While my supervisor made it clear that she wanted us to have a lot of agency throughout the entire internship and that she would be satisfied with any work that was well thought out, I personally had a specific goal that I had set for myself to determine whether I was successful during my internship. I wanted to create a framework that was easy to understand and easy to implement, something that a future Badgers employee or future intern could pick up, read, and immediately be for the most part on the same page as the designers. Since I was not going to be able to witness the fruits of my work myself, I wanted to reach a point where my work could provide as solid a foundation as possible for the logistical work that would need to be done later once COVID-19 restrictions in South Africa have lessened. Personally, while my final product evolved a lot over time, I believe that I gave Badgers a framework detailed enough to satisfy that goal that I set for myself. This process was quite different from anything I had previously experienced; instead of finding success in meeting the deadlines and goals of others, I was both setting the threshold of accomplishment for myself and trying to succeed in my endeavors by achieving and moving beyond that threshold.

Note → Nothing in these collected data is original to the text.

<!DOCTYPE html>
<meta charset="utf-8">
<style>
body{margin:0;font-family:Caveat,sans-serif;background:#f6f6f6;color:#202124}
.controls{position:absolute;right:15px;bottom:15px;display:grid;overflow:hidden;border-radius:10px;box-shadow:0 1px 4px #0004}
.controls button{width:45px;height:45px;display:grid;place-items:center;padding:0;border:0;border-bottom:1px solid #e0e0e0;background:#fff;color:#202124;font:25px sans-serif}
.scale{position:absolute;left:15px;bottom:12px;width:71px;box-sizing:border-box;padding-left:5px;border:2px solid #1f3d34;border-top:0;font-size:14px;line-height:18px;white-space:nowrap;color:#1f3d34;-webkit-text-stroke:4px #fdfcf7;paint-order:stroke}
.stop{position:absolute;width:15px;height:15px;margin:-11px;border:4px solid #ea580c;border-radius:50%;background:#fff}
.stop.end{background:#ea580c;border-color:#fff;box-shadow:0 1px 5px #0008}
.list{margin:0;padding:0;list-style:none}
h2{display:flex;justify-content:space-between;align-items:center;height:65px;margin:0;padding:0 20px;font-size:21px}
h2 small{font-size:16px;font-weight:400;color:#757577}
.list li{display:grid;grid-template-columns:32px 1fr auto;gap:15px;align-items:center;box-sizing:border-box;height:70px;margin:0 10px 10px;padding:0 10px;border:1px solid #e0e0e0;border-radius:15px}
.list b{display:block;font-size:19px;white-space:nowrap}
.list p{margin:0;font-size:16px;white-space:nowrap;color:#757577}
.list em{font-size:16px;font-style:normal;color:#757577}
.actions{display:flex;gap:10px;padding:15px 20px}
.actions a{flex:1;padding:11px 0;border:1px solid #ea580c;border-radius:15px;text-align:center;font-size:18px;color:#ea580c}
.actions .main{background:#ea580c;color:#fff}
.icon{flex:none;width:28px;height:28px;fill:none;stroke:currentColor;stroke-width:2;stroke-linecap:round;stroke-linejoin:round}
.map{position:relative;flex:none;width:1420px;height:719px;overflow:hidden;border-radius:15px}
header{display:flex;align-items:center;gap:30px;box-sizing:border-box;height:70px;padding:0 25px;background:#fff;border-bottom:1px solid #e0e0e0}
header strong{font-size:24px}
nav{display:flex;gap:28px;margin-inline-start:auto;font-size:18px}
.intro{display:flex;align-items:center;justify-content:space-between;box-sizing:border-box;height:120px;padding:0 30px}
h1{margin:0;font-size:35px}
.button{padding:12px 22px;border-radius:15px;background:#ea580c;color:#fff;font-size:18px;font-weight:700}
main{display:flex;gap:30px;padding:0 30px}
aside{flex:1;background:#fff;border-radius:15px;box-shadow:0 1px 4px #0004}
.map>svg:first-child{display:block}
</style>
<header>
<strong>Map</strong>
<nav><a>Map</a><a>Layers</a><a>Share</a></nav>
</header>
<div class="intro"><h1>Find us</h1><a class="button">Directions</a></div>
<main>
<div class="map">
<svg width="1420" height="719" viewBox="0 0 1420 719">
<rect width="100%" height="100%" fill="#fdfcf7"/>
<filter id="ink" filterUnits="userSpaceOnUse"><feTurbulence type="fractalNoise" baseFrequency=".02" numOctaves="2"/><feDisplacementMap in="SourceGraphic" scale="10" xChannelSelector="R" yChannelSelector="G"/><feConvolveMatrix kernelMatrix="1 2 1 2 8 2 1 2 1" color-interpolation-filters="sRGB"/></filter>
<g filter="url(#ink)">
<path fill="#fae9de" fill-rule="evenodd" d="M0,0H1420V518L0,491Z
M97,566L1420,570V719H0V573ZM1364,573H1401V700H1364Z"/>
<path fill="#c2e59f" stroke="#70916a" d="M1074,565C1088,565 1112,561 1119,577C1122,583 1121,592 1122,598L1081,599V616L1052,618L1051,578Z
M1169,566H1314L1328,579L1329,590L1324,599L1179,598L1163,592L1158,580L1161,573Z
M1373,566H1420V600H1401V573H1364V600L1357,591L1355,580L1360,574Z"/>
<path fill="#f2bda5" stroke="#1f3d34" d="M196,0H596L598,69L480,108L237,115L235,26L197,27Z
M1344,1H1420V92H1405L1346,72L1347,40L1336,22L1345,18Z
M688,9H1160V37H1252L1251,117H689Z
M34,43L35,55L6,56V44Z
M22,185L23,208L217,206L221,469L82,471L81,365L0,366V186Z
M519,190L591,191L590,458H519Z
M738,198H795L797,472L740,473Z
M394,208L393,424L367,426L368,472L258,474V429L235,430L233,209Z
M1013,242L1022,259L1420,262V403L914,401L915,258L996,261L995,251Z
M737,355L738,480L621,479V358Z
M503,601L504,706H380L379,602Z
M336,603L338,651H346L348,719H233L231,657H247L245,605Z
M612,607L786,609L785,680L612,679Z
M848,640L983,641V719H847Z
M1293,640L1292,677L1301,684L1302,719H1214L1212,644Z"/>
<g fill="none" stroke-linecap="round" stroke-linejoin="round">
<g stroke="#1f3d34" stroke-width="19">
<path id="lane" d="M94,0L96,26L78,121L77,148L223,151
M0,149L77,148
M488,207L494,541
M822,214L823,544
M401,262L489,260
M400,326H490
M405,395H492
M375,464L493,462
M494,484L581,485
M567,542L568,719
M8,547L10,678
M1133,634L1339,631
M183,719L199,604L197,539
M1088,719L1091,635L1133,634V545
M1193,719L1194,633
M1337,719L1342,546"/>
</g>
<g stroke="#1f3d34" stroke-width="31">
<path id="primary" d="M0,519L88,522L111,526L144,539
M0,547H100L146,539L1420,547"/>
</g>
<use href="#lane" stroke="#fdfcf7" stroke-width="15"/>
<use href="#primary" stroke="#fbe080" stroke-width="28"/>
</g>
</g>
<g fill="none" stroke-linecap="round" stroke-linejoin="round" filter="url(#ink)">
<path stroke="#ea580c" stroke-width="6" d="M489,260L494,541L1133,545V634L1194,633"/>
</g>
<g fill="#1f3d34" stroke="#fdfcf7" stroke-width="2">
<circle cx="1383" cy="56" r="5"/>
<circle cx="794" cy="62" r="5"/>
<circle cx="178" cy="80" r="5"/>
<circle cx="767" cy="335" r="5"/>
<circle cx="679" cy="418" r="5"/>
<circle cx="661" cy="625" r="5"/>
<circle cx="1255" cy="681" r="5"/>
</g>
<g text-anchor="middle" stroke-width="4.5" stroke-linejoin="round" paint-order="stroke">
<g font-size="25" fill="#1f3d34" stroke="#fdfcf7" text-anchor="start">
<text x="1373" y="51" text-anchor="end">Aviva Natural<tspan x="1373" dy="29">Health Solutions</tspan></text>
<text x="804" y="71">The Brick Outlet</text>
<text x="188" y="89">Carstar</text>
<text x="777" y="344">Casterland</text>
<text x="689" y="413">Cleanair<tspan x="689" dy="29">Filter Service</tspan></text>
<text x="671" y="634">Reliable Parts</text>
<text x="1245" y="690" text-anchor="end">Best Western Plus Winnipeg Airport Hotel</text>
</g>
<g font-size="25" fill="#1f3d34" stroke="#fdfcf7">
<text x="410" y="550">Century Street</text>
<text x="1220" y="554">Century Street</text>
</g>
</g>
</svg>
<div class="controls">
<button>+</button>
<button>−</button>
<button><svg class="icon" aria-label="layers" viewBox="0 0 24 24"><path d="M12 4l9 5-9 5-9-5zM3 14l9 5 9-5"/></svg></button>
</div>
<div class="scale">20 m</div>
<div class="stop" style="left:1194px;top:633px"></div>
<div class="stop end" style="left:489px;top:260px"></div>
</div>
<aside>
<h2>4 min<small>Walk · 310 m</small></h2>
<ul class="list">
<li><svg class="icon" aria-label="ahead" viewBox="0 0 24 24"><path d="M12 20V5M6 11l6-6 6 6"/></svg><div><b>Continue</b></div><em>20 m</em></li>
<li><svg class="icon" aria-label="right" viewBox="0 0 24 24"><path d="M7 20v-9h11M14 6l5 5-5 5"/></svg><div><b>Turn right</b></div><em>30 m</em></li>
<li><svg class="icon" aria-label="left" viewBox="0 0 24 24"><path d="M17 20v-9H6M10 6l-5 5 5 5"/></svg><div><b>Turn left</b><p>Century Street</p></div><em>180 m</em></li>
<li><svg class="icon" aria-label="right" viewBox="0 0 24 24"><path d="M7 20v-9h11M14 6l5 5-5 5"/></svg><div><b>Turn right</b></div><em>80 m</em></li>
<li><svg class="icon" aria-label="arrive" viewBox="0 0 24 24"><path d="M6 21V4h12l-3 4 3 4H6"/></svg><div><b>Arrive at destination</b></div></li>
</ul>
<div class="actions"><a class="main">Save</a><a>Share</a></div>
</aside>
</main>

Overall, when looking back at the journey I took throughout this internship experience, I can honestly say that it was an incredibly rewarding experience. What began simply as an alternative to the research project I was unable to do ended up being an extremely fruitful experience that taught me more about public health, sports development, social-emotional learning, soccer, South Africa, and much more. I now have a clearer image of where I want to move forward with international development work both in and out of the classroom, and I look forward to taking what I learned this summer and apply it this semester at Notre Dame and far into the future.